EXERCISE REQUIREMENTS: Lift every line from the entries that includes the word "main".

Stored records:
^^^^^^^^^^^^^^^^

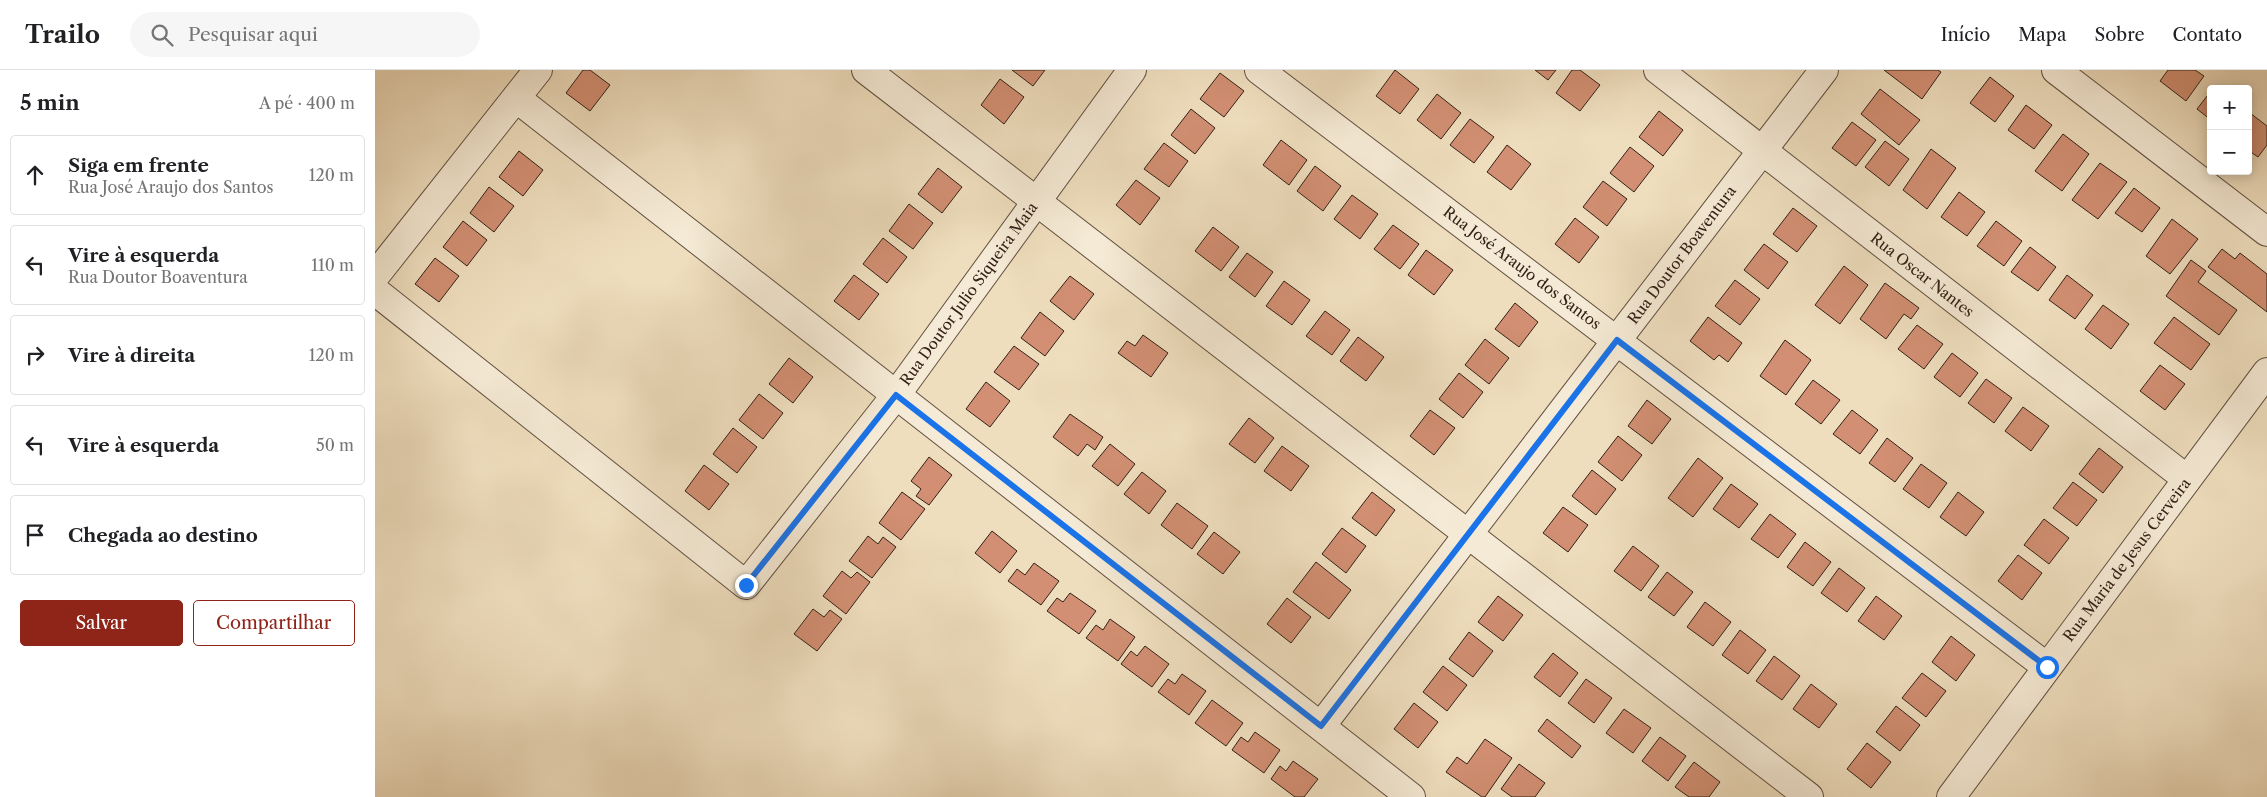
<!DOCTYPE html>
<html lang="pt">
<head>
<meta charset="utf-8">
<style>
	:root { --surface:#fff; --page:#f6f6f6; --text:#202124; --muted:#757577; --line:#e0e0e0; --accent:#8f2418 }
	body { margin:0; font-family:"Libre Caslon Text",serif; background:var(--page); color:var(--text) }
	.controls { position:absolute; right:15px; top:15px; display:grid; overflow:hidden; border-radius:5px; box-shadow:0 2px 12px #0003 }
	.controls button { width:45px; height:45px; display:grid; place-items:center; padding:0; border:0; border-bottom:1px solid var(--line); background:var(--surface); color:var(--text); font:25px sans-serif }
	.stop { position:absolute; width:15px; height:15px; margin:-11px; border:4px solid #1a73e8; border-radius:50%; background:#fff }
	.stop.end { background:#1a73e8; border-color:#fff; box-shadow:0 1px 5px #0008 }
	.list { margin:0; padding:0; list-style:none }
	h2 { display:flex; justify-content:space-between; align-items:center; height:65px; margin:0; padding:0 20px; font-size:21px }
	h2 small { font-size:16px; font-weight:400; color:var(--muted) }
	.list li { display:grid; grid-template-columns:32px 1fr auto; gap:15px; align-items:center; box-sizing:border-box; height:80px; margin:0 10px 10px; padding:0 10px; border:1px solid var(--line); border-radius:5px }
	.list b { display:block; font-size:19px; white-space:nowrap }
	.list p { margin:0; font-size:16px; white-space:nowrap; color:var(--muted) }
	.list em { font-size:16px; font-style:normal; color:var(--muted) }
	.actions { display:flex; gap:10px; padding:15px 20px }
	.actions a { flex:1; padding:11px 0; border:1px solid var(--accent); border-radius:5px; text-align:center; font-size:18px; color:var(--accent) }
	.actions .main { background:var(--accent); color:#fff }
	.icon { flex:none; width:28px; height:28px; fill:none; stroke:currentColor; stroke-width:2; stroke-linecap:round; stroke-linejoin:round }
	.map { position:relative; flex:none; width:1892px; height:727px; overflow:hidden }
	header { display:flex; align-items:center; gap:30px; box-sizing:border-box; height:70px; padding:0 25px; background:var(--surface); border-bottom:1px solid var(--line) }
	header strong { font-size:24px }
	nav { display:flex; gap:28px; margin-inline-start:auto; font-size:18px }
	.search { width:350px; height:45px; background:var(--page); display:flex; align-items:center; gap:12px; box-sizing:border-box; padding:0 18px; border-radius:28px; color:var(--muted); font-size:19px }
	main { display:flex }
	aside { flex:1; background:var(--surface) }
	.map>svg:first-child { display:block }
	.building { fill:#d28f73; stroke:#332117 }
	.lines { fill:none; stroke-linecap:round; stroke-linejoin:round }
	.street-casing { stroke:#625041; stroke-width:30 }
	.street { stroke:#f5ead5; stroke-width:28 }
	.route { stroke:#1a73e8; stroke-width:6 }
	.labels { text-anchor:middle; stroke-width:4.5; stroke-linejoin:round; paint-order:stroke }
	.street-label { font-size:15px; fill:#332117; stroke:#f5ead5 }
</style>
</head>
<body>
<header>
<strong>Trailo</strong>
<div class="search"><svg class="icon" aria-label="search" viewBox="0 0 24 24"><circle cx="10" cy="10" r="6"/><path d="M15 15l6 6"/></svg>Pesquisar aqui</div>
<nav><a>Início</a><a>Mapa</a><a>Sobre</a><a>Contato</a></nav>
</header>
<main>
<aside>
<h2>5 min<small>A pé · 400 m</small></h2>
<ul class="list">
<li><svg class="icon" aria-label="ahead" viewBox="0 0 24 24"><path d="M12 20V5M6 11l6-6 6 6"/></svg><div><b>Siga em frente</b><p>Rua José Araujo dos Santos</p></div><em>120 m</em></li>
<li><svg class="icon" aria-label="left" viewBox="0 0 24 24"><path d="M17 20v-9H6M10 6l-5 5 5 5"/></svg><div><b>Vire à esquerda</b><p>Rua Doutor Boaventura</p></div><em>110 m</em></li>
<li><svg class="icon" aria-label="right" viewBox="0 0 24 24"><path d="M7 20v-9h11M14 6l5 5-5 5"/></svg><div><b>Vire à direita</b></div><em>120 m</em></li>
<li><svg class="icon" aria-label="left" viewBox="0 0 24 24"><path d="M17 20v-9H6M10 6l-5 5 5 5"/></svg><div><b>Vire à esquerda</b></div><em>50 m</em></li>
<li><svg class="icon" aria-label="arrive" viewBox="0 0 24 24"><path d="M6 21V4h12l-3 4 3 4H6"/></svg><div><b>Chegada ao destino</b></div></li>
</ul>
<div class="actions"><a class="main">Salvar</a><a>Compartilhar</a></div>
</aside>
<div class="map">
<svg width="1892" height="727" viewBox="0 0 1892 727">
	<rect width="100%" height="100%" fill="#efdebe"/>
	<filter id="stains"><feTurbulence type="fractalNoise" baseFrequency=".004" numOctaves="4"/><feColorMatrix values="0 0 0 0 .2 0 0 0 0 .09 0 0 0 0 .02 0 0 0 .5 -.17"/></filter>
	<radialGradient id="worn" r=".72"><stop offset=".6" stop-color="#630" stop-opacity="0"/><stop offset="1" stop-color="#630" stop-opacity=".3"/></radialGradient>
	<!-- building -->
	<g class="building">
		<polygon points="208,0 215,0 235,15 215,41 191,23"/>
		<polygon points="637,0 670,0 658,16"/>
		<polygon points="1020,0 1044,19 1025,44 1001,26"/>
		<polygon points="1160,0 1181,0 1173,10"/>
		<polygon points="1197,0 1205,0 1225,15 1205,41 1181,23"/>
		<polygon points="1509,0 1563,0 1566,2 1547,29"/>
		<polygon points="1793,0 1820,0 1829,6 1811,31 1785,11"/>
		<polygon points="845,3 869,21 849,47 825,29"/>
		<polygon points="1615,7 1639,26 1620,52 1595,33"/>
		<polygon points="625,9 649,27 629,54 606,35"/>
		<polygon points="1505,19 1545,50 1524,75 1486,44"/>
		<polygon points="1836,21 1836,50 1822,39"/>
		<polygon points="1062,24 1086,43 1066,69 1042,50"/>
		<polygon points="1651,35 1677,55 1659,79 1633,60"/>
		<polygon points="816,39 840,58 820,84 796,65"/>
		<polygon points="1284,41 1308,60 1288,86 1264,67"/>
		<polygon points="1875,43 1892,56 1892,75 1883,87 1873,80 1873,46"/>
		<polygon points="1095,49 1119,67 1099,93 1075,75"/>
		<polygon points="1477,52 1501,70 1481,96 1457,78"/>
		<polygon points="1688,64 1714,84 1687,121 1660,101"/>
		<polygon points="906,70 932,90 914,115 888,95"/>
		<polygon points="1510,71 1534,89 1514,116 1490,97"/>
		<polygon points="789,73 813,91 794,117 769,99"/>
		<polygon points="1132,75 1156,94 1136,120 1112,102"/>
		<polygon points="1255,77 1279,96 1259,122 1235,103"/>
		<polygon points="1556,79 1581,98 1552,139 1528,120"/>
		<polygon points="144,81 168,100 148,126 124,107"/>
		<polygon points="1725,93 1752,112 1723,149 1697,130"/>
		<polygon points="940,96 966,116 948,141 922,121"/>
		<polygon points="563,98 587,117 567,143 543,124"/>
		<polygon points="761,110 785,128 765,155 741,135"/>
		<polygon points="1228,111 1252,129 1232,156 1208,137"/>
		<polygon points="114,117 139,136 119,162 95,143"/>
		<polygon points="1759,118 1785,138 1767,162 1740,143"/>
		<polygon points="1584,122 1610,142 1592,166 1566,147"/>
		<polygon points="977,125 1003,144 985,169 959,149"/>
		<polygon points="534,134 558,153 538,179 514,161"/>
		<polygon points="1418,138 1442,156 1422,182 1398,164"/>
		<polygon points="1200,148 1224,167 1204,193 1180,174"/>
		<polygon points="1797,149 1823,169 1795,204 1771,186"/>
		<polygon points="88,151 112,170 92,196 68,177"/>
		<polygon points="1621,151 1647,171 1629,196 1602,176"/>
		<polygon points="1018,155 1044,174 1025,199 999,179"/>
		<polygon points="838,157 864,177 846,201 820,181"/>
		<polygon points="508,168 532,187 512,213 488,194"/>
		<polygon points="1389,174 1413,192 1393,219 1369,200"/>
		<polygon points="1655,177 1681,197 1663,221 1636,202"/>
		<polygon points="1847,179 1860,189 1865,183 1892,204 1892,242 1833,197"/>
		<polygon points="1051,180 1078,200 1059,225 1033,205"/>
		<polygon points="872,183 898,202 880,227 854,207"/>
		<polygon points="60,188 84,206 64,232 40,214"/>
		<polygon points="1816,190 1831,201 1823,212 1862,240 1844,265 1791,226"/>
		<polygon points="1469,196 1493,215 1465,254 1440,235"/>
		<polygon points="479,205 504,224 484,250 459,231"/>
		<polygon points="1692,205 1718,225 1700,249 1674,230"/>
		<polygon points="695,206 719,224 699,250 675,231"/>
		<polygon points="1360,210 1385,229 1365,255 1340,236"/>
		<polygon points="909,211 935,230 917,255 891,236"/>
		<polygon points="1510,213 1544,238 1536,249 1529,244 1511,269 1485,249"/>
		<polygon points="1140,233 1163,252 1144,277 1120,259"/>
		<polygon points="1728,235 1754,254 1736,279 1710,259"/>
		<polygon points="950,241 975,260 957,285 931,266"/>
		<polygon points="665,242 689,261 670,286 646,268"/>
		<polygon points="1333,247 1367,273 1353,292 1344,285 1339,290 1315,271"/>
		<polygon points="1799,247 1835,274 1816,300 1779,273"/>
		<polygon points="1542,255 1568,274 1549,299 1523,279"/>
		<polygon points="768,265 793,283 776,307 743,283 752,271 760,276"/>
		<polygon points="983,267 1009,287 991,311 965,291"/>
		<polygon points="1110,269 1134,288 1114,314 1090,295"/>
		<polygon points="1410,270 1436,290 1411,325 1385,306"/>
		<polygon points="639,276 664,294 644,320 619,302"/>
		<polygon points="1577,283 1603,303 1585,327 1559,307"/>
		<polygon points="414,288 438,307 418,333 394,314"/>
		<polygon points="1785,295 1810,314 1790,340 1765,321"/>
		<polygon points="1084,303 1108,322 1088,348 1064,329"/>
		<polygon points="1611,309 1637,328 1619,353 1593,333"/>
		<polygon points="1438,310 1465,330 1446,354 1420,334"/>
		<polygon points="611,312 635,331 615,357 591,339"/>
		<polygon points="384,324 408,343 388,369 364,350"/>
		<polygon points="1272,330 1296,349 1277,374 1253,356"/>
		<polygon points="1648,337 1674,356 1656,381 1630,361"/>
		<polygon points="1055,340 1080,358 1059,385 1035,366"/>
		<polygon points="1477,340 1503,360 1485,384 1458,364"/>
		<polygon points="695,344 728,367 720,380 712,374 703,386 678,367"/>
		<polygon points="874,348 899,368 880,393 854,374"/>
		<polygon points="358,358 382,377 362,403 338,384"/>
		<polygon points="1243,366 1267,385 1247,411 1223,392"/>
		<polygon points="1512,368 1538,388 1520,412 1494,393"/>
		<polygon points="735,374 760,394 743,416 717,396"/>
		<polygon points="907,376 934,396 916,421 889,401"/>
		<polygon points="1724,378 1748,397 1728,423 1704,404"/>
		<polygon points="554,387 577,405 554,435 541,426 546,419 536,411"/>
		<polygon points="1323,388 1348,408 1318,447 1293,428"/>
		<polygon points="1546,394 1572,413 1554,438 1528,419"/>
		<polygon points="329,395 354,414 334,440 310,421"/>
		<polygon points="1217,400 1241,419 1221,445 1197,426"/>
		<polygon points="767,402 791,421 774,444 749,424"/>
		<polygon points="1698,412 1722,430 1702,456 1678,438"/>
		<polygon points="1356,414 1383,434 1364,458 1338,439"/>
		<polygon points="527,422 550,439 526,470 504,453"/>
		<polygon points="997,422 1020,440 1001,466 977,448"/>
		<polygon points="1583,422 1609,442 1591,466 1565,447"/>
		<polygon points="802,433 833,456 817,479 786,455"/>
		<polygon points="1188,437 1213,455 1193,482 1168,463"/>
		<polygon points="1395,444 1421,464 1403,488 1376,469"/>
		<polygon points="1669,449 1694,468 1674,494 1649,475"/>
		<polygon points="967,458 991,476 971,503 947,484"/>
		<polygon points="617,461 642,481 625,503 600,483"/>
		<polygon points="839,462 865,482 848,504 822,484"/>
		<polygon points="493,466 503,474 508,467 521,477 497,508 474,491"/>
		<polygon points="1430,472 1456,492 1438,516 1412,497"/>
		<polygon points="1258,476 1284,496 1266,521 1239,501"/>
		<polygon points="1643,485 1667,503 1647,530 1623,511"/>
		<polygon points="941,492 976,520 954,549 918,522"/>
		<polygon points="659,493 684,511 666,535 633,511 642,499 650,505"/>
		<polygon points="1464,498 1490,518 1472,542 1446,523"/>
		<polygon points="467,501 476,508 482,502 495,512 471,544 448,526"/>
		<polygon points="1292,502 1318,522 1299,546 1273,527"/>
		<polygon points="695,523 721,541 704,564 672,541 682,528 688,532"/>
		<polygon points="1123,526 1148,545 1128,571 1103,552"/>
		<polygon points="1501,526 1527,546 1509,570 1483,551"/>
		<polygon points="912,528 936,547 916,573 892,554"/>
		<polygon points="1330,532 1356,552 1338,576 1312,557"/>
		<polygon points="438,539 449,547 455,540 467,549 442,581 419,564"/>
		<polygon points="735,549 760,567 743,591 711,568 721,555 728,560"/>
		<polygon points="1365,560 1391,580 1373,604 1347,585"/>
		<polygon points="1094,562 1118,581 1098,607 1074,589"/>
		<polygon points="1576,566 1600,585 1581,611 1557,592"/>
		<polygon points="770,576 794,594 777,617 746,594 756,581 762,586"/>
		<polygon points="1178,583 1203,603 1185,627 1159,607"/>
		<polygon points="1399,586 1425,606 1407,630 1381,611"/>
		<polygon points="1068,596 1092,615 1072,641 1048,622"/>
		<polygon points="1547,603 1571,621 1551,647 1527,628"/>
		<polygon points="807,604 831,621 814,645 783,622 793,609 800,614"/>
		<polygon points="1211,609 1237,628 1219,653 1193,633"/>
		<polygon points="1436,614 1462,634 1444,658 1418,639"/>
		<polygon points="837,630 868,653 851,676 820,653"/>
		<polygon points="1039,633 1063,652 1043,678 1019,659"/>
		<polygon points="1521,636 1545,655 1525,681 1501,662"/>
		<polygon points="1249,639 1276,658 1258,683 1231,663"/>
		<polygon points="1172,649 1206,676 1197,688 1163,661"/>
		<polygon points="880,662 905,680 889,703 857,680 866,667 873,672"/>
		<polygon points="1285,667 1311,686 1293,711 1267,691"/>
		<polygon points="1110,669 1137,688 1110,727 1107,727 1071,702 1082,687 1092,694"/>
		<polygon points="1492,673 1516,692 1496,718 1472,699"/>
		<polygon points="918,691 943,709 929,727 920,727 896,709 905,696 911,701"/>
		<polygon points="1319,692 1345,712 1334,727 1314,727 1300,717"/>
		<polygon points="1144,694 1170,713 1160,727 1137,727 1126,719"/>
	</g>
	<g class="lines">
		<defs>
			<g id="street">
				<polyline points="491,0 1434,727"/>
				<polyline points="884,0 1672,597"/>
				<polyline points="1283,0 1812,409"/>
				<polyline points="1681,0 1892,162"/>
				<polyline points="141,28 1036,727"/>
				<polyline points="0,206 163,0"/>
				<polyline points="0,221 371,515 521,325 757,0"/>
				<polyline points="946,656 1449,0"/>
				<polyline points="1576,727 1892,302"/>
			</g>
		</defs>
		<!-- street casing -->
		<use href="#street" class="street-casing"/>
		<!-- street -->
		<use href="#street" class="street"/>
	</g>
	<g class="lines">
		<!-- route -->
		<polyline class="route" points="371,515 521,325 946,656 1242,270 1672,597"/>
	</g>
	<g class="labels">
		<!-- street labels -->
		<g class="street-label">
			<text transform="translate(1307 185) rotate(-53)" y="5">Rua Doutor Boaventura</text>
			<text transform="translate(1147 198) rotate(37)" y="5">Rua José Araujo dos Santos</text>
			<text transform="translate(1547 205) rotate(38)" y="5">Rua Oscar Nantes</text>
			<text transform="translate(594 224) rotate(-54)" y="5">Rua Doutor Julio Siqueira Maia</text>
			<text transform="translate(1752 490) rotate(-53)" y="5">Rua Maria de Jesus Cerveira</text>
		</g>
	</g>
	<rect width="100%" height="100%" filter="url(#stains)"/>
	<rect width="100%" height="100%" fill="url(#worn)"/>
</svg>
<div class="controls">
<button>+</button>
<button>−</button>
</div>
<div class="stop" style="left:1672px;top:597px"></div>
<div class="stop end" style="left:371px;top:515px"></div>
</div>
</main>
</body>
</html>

^^^^^^^^^^^^^^^^

THE COMPLETED TASK:
	.actions .main { background:var(--accent); color:#fff }
	main { display:flex }
<main>
<div class="actions"><a class="main">Salvar</a><a>Compartilhar</a></div>
</main>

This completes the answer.